Super-Resolution Structured Illumination Microscopy (SR-SIM) provides resolutions down to 120 nm, allowing visualization of individual herpesvirus capsids (HSV-1) attached to the nucleus (HSV-1 C-capsid diameter is 125 nm).

Figure: Imaging of reconstituted capsid-nuclei system confirms specific capsid binding to the NPCs at the nuclear membrane. Representative super-resolution SIM image showing GFP-HSV-1 C-capsids (green) bound to isolated reconstituted rat liver nuclei (blue DAPI stain). A histogram of a capsid cross-section profile for a capsid GFP signal along the white line shows that individual C-capsids are resolved (HSV-1 C-capsid diameter ≈ 125 nm).

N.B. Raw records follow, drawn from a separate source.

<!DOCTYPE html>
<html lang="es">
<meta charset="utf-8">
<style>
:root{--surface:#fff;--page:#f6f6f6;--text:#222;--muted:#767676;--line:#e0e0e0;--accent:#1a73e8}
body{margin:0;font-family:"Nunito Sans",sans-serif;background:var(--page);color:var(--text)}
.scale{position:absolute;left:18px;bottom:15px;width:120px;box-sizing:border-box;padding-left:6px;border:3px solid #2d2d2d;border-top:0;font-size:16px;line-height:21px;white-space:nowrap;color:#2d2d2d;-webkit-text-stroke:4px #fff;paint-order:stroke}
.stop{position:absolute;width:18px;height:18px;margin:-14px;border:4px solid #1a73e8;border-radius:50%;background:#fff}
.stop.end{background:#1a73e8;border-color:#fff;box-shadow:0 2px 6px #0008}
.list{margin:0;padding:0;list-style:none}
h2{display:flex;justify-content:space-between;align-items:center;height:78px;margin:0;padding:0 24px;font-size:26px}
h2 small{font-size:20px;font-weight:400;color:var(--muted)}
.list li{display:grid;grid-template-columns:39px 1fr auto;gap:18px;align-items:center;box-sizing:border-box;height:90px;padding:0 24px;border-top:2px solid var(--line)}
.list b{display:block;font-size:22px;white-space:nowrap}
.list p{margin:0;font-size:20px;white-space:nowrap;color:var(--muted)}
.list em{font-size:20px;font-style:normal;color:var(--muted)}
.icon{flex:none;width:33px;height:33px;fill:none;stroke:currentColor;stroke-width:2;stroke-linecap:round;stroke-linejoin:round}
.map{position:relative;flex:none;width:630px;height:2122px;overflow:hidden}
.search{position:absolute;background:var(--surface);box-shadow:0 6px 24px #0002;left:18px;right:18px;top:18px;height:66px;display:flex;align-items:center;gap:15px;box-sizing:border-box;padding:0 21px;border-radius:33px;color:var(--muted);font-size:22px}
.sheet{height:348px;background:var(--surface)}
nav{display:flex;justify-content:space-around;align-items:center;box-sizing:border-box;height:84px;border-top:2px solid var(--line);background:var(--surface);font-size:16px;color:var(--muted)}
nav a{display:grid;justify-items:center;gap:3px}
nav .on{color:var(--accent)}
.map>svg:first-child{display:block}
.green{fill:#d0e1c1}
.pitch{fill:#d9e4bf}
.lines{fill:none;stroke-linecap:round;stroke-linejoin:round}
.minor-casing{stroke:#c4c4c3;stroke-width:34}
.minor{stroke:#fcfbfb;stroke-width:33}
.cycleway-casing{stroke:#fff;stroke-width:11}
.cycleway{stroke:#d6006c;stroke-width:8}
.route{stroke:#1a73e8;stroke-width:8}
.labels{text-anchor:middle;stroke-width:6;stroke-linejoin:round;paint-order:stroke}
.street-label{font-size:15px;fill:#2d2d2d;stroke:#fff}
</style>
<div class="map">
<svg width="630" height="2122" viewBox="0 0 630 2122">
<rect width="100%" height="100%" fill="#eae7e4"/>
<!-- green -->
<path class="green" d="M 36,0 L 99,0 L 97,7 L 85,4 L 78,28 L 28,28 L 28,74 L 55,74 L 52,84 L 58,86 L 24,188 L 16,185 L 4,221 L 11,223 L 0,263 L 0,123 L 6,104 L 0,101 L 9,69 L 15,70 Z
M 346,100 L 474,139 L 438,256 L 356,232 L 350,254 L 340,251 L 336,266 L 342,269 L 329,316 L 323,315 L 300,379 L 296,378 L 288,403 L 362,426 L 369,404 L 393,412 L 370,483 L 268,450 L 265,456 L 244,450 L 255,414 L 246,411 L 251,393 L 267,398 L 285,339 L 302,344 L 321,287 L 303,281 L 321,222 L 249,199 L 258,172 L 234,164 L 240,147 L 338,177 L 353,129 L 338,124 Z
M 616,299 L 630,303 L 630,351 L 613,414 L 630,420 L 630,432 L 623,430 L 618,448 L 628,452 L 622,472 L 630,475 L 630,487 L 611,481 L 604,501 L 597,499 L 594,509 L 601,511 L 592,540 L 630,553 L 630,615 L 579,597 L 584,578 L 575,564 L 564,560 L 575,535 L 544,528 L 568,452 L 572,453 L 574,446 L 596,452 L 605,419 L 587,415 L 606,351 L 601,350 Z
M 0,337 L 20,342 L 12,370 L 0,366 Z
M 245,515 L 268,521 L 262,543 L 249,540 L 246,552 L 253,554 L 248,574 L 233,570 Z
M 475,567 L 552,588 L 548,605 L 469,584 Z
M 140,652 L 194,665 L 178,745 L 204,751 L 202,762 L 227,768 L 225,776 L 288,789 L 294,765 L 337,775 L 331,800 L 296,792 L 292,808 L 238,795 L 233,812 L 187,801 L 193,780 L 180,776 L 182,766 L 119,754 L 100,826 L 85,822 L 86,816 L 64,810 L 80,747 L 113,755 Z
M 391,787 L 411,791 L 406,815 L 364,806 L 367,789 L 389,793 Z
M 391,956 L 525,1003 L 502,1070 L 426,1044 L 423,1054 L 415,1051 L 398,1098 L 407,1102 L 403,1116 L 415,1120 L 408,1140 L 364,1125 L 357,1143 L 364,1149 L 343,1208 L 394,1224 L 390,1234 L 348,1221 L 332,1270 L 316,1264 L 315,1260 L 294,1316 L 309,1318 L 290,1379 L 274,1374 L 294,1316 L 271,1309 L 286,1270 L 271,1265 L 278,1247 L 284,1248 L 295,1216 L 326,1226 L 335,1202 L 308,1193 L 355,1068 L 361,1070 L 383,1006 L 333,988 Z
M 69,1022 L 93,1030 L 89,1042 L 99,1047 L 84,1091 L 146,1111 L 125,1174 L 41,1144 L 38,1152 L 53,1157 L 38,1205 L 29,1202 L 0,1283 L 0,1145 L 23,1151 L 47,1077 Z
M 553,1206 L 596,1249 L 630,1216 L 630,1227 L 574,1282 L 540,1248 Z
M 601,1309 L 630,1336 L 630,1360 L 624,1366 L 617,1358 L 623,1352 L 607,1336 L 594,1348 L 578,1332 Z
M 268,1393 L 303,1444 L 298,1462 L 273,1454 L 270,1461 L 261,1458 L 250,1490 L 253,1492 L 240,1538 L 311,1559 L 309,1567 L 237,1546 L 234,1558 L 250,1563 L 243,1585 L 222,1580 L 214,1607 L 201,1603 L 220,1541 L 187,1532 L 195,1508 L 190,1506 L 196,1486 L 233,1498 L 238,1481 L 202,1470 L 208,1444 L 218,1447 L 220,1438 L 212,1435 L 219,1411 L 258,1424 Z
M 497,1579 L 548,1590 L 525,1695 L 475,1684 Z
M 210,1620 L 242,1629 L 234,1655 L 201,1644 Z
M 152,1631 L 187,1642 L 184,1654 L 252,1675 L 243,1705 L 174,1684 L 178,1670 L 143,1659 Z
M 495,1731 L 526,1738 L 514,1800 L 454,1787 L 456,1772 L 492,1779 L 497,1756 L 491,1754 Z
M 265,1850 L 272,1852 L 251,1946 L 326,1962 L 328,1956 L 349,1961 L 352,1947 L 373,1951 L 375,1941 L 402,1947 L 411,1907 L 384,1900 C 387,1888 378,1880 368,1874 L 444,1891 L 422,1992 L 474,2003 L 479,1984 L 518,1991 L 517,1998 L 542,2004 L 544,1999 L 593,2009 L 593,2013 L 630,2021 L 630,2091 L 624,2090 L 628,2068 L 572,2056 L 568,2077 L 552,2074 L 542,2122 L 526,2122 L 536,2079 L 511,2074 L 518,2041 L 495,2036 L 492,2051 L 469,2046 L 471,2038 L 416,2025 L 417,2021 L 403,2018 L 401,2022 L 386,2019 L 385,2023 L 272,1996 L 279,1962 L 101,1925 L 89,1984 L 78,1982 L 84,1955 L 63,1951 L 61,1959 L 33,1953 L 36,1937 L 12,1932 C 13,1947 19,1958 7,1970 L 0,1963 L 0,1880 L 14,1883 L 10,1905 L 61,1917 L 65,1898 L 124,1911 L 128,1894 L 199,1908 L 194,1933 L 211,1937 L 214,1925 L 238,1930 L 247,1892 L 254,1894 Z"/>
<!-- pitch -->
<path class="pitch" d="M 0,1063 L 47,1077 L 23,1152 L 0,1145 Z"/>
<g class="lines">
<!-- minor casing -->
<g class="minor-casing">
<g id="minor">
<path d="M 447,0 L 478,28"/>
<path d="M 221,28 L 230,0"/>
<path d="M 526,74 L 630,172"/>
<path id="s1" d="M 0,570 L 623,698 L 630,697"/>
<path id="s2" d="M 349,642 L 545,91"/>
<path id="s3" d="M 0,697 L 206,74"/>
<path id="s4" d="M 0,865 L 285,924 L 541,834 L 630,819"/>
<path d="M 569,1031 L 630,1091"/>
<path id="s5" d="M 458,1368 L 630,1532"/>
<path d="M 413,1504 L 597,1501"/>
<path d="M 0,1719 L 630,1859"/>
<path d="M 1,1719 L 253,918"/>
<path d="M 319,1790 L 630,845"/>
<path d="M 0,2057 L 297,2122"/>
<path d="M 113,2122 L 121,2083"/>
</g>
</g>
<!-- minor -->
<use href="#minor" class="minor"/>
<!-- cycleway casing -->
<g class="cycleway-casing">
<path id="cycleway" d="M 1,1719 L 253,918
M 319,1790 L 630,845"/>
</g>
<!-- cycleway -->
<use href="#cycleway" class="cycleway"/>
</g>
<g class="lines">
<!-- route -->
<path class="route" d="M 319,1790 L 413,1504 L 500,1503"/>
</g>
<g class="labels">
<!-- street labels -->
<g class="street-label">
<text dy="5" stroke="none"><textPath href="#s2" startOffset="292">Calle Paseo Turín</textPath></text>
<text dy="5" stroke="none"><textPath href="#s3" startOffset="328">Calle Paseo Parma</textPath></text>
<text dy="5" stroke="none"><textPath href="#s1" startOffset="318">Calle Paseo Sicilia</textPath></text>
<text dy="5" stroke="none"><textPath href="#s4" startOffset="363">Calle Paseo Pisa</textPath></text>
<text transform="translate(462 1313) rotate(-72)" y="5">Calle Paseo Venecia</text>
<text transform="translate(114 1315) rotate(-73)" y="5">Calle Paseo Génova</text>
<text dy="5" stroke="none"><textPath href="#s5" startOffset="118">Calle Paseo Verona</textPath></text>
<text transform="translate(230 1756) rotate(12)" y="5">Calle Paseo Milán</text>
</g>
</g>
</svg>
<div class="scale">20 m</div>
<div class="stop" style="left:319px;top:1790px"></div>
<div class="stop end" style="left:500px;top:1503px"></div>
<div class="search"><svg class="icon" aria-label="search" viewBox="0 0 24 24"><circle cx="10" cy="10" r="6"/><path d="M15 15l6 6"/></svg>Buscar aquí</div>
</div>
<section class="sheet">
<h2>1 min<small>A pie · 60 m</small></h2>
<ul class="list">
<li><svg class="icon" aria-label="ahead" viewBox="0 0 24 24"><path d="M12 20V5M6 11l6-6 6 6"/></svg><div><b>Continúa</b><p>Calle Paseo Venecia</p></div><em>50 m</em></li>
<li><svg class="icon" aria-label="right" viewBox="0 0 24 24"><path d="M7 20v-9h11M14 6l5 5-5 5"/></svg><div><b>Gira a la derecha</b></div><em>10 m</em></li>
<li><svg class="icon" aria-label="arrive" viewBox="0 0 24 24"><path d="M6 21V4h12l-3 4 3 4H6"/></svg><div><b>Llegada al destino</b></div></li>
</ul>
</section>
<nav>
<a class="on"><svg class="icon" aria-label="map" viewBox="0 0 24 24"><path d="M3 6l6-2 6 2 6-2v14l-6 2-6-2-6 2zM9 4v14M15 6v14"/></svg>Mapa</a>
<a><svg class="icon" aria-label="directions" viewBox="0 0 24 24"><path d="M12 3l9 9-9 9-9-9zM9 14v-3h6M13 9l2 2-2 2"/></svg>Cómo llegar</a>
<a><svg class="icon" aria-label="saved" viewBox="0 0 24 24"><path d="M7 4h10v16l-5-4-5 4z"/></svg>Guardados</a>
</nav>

In parallel, using spinning disk confocal fluorescent microscopy (FM), single-molecule measurements, we investigate the average ensemble kinetics of the number of viruses which ejected their DNA versus time during an infection. This allows investigation of virus population dynamics.

Figure: Single-molecule fluorescence measurements of the ensemble kinetics for DNA ejection from WT phage λ over time in 10 mM MgCl2 Tris-buffer at 22 and 37°C. YOYO dye shows particles with ejected DNA stretched in the flow. The ejection is triggered by LamB receptor addition at time 0 and flown continuously with YOYO in the flow chamber.